La extinción de lo propio

Piedad Bonnett
04 de agosto de 2019 - 07:40 a. m.

Si usted tiene más de 50 años es posible que haya comido pomarrosa, o chirimoya, o dulce de icaco. Pero también es posible que sus hijos o sus nietos no hayan visto ni estas frutas ni otras, como la guama o el níspero, porque estas desaparecieron de casi todos los supermercados, y tampoco son frecuentes en las plazas, por una simple razón: se trata de cultivos en riesgo, que se están extinguiendo. Así lo explica un artículo reciente del periodista Miguel Ángel Espinosa, pero es algo que sucede hace ya hace mucho tiempo.

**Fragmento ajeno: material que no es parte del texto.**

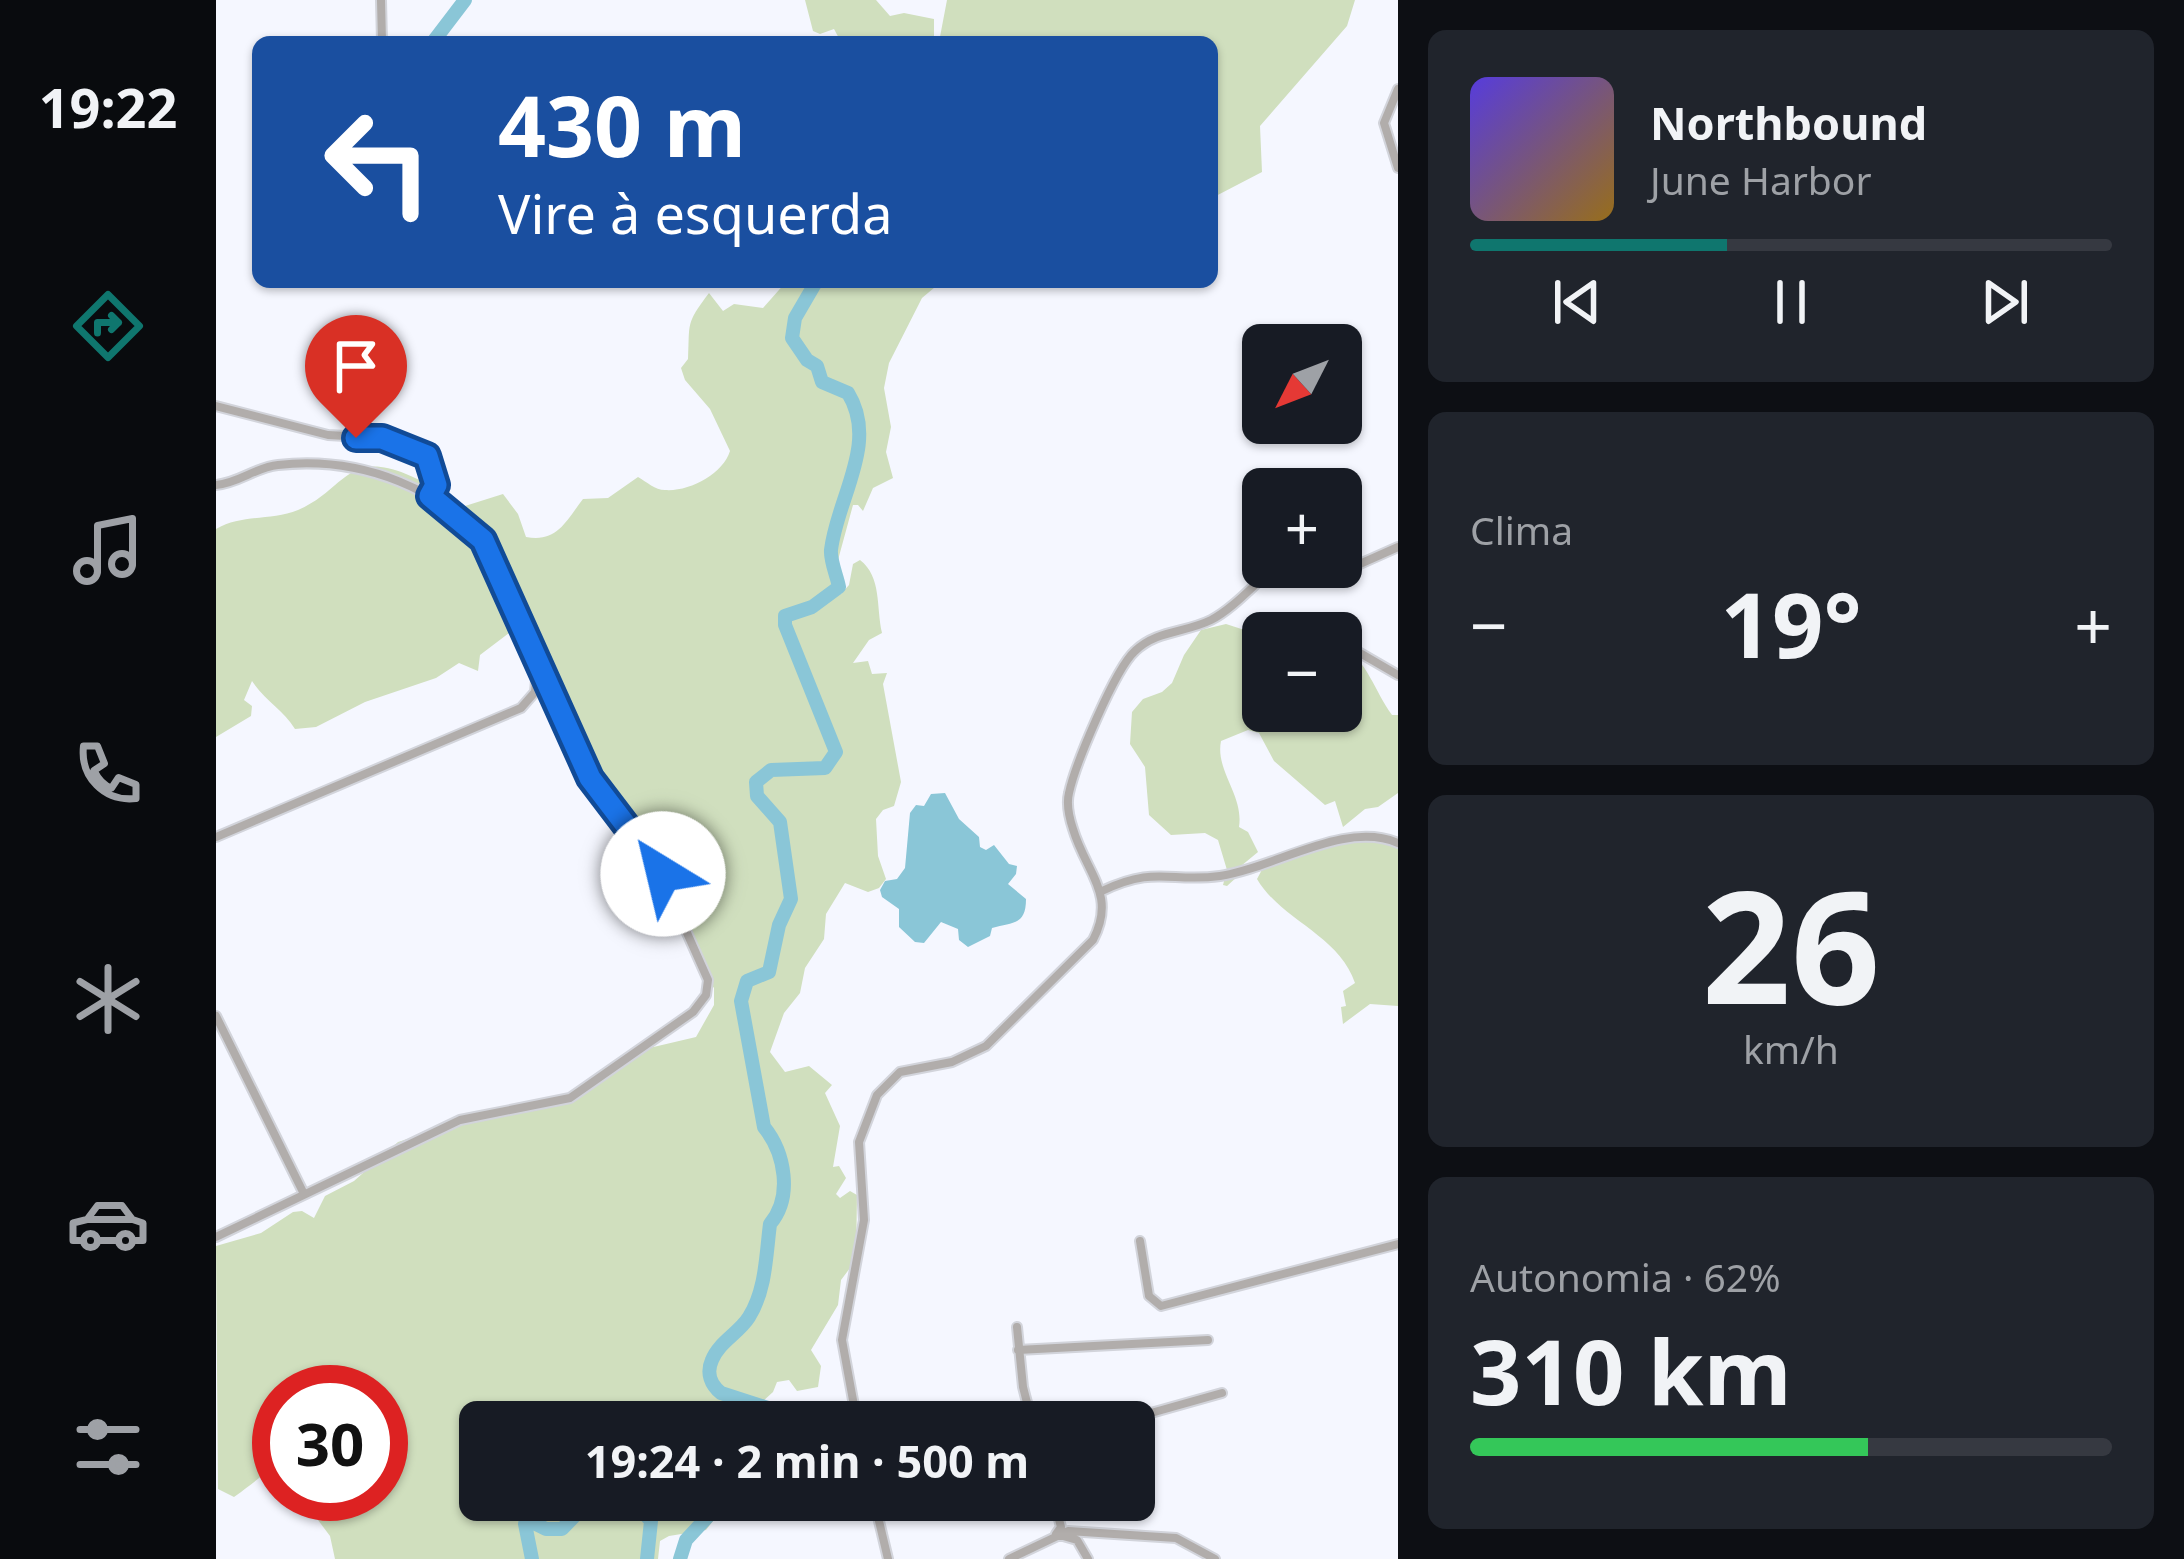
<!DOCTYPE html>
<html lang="pt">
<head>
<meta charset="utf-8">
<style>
  :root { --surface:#171b24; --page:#20242c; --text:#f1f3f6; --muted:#9ea1a6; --line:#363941; --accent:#0f766e }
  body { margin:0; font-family:"Noto Sans",sans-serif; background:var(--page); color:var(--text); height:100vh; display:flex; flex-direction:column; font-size:45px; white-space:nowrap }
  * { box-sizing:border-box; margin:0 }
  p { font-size:39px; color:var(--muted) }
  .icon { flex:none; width:66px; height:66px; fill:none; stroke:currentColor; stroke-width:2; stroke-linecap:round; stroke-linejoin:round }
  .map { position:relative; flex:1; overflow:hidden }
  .details { display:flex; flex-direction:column; gap:30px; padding:30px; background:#0d0f14; width:786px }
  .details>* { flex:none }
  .top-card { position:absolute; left:36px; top:36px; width:966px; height:252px; border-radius:18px; box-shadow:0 3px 9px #0004; background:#1a4fa0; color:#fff; overflow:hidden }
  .needle { width:78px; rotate:228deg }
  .tools { position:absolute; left:1026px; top:324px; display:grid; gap:24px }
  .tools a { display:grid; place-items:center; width:120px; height:120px; border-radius:18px; background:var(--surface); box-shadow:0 3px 9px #0004; font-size:60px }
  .speed { position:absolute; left:36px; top:1365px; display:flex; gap:24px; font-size:60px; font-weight:700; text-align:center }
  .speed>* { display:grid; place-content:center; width:156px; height:156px; border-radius:50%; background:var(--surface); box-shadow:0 3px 9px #0004; line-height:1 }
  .speed .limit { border:18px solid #d22; background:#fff; color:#111 }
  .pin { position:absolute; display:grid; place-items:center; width:102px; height:102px; color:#fff; margin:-123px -51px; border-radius:50% 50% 50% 0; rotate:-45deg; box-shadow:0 0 12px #0007 }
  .pin .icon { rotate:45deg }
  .me { position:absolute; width:132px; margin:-66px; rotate:324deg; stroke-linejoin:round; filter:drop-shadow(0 0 9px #0008) }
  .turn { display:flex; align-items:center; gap:42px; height:252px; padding:0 48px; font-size:54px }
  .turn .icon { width:156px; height:156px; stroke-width:2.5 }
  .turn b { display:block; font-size:84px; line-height:102px }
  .big { font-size:90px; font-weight:700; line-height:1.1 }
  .details .tile { flex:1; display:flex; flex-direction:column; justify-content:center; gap:18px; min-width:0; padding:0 42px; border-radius:18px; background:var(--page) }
  .details .dial { align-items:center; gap:0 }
  .dial b { font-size:156px; line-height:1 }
  .song { display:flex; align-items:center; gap:36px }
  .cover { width:144px; height:144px; border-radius:18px; background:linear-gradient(135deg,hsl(250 70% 55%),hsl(40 70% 35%)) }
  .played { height:12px; border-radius:6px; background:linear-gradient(90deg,var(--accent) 40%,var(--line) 40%) }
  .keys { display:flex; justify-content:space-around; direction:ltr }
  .heat { display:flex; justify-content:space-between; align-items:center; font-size:66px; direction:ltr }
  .charge { height:18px; border-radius:9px; background:linear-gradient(90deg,#34c759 62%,var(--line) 0) }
  .trip { position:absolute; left:243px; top:1401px; width:696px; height:120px; border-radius:18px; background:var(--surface); box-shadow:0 3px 9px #0004; font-weight:700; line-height:120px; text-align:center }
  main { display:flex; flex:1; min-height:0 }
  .menu { display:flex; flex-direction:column; width:216px; justify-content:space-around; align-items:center; background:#090b0e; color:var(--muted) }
  .menu .icon { width:84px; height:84px }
  .menu .active { color:var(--accent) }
  .menu b { font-size:54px; color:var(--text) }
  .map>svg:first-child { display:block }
  .green { fill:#d0dfbe }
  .water { fill:#8ac6d7 }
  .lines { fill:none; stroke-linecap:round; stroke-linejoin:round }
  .river { stroke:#8ac6d7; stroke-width:14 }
  .street-casing { stroke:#d2d4db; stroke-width:12 }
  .street { stroke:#b1adab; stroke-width:8 }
  .route-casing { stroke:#114b97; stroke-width:30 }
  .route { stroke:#1a73e8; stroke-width:21 }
</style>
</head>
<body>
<main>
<nav class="menu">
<b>19:22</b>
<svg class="icon active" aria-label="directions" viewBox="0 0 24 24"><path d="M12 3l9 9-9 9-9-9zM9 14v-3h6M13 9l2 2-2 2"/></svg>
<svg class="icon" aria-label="music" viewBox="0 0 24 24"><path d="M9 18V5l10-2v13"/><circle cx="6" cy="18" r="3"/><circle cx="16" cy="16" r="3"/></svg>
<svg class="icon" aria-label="phone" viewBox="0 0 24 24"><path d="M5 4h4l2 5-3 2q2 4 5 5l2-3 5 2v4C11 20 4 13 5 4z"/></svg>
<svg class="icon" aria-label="climate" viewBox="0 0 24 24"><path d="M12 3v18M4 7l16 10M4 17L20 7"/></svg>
<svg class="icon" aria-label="car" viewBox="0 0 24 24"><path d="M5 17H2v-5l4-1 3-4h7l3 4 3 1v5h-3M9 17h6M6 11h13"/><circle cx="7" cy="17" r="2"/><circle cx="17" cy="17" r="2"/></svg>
<svg class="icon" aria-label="filters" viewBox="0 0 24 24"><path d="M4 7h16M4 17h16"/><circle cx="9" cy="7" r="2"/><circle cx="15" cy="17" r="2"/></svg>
</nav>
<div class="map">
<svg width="1182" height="1559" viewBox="0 0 1182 1559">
  <rect width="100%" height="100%" fill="#f5f7ff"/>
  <!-- green -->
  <path class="green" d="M589 0H660L674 16 688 13 718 19V42H625L618 29 604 34 597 31Z
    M731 0H1139L1131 26 1044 126 1046 172 996 198V42H723Z
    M570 282H725L706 298 673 363 668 388 675 427 670 452 677 478 657 488 647 511 642 505H637L622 560 625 594 633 585 637 564 644 560C666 577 660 607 666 633L653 640 637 663 652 661 656 674 671 673 667 684 685 782 678 806 667 810 660 819 662 856 670 879 663 888 652 892 629 883 610 914 608 939 589 968 584 993 568 1013 554 1052 569 1072 593 1066 616 1085 609 1093 624 1126 617 1167 623 1166 630 1178 620 1194 624 1198 634 1191 641 1195 640 1260 625 1280 622 1305 595 1350 605 1366 602 1387 581 1391 573 1380 561 1382 557 1392 546 1402 559 1409 565 1422H264V1500H496L497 1521 490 1530 453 1536 444 1541 442 1559H119L114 1536 99 1516 102 1513 109 1517 130 1511 134 1494H165V1392H63C63 1461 74 1456 18 1497L2 1489 0 1246 45 1233 77 1212 86 1211 98 1218 109 1196 138 1181 182 1142 275 1112 347 1103 429 1049 480 1037 498 1005V988L491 979 438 857 370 776 301 631 297 630 264 655 262 671 243 663 220 678 149 702 100 727 79 729C67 709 50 702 36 681L28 700 36 706 35 716 0 737V529C26 514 55 521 82 510 129 490 130 450 190 474 207 481 225 491 237 505L249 506 287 494 302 514 310 537C341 543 350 521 367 499L392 498 422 477C431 482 439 490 449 490 473 492 507 474 514 451L494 409 469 380 465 368 472 359C474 322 469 325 493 293L507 311 518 304 547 308Z
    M1010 624 1047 636V711H1125V644C1152 662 1158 690 1176 715H1182V793L1162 807 1149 809 1127 827 1119 801 1109 805 1058 761 1043 733 1032 730 1005 741C999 771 1028 795 1023 827L1032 832 1042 852 1025 866 1022 876 1011 886 1007 885 1011 870 1002 840 989 833 955 835 933 815 929 767 914 744 916 712 927 699 946 692 956 683 968 655 985 630Z
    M1145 836 1182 847V1006L1154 1004 1127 1024 1125 1007 1130 1006 1127 991 1139 983C1123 935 1065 920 1041 879L1049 864Z"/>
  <!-- water -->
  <path class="water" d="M729 793 743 819 763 837 764 847 770 850 778 845 793 864 801 866 800 874 792 884 810 899C810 926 796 922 776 928L774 936 752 947 743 940 742 929 725 922 708 943 699 942 683 927V909L666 897 664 890 669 881 681 879 689 868 694 813 700 805 708 806 715 794Z"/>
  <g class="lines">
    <!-- river -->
    <path class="river" d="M217 42 249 0
      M484 1422 495 1416 511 1422
      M555 1422V1409L505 1393C495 1385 490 1373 496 1360 503 1342 523 1333 533 1317 550 1290 550 1255 554 1224 577 1197 569 1153 548 1127L525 1001 531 981 553 972 563 925 575 899 564 822 541 796 540 782 555 770 609 768 620 752 569 625V616L596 607 623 587C621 576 614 561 615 550 621 498 663 443 632 393L606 382 601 366 591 360 576 338 579 318 600 282
      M316 1559 309 1524 316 1522 330 1529H346L373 1501C396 1501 421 1503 435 1521L431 1559
      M464 1559 470 1540 496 1512 495 1500"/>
    <!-- street casing -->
    <g class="street-casing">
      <path id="street" d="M165 0 166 42
        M1182 89 1168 123 1182 168
        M0 406 112 435 166 438 211 456 220 485 214 497
        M0 485C23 483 40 467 62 465 142 456 233 487 277 557L374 779 438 859 492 980 490 995 477 1012 354 1098 244 1120 0 1237
        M1119 567 1128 571 1182 547
        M1088 619 1111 633
        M1125 642 1182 675
        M0 837 305 708 319 692 321 668
        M886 891C940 865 954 883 1004 876 1059 868 1129 820 1182 843
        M0 1016 88 1194
        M924 1241 933 1296 945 1306 1182 1244
        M801 1327 807 1387 816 1422
        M802 1350 992 1340
        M641 1422 626 1340 648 1220 643 1142 661 1095 684 1072 736 1062 770 1046 877 940C901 894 870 873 857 829 853 817 850 805 853 793 859 765 899 669 919 651 941 630 969 633 995 620 1018 608 1038 584 1059 567
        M903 1422 1006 1393
        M658 1500 672 1559
        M838 1500 845 1527 840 1534 861 1540 872 1559
        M793 1559 852 1531 960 1538 999 1559"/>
    </g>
    <!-- street -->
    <use href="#street" class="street"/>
  </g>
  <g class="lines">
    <!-- route casing -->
    <g class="route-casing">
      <path id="route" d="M140 438H166L211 456 220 485 214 496 267 540 374 778 447 874"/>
    </g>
    <!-- route -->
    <use href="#route" class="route"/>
  </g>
</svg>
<div class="tools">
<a><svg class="needle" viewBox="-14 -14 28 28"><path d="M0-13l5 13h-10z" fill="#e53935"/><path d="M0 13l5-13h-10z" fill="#9ea1a6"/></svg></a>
<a>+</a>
<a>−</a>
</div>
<div class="speed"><div class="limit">30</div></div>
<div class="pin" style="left:140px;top:438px;background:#d93025"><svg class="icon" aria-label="arrive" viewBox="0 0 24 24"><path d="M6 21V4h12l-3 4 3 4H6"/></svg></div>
<svg class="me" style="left:447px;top:874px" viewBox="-20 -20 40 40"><circle r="19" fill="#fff"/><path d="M0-13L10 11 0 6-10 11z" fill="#1a73e8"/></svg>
<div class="trip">19:24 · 2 min · 500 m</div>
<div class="top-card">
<div class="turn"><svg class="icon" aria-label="left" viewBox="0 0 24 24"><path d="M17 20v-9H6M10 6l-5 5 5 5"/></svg><div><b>430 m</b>Vire à esquerda</div></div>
</div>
</div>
<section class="details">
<div class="tile">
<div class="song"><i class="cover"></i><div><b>Northbound</b><p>June Harbor</p></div></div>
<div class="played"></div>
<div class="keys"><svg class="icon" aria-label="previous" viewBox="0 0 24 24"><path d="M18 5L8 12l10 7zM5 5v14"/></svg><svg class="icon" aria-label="pause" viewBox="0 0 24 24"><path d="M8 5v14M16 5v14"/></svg><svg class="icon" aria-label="next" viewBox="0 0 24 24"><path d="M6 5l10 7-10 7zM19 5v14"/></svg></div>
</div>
<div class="tile"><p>Clima</p>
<div class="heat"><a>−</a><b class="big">19°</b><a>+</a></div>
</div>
<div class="tile dial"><b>26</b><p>km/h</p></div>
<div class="tile"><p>Autonomia · 62%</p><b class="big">310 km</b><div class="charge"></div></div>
</section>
</main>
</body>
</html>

En mi niñez conocí muchas de las frutas que están a punto de desaparecer del mercado colombiano, porque los campesinos bajaban con ellas al mercado semanal de Amalfi, el pueblo donde nací y viví hasta los siete años. Mucho tiempo después evoqué en un poema, en un gesto no exento de nostalgia, no solo la explosión de color y sabor de aquellos productos tan locales y ligados al origen, sino sus nombres maravillosos: caimito, cañafístula, piñuela, algarrobo, madroño, sande, uchuva. Pero yendo más allá de la rememoración personal, habría que preguntarnos si tal extinción es inevitable, o si hay alguna esperanza de que esos frutos de nuestro fértil territorio –dicen las cifras que somos el segundo o tercer país del mundo con mayor biodiversidad— sobrevivan a los problemas que los amenazan.

En vez de enunciarlos —el artículo en cuestión lo hace muy bien—, voy a usar un caso como ejemplo. Erick Behar es un economista colombiano de 32 años, con posgrados en Alemania y experiencia laboral en el sector público en ese país y en Francia, que trabajó por un corto tiempo con el Estado colombiano, del que se retiró para dedicarse a la cátedra universitaria, siendo hoy decano de Economía de una conocida universidad bogotana. Pero Erick no es solo un académico con una preparación excelente, un maestro nato, sino un joven con ánimo emprendedor, y un tipo con sensibilidad y ética que, queriendo hacer algo por este país, compró un pequeño terreno donde se decidió a cultivar uchuvas, mientras participa, por otra parte, de un proyecto de apicultura, con todos los requerimientos para producir miel de la más alta calidad.

¿Con qué se ha encontrado Erick, un joven cuidadoso del medio ambiente, que no le apuesta a enriquecerse a toda mecha sino a tener un pequeño proyecto bioresponsable? Con la falta de claridad sobre la titulación de la tierra, que lo obliga a cientos de trámites llenos de inexactitud y confusión; con la falta de respuesta de las instituciones, entre ellas la del Agustín Codazzi, que hace exigencias cercanas al realismo mágico; con la politización de los procesos y con una herencia profunda de corrupción e ineficiencia; con el poco aprecio por los productos artesanales, y la deshumanización del tema alimentario por parte de los intermediarios, que pagan mal y además exigen niveles de estandarización imposibles con la tecnología local; con falta de incentivos para el agro; y con un capitalismo salvaje, incapaz de albergar opciones distintas de producción. Es probable, pues, que Erick algún día tire la toalla y que las 12 personas que dependen de su proyecto pierdan la oportunidad de hacer parte de su valioso emprendimiento. Qué tristeza.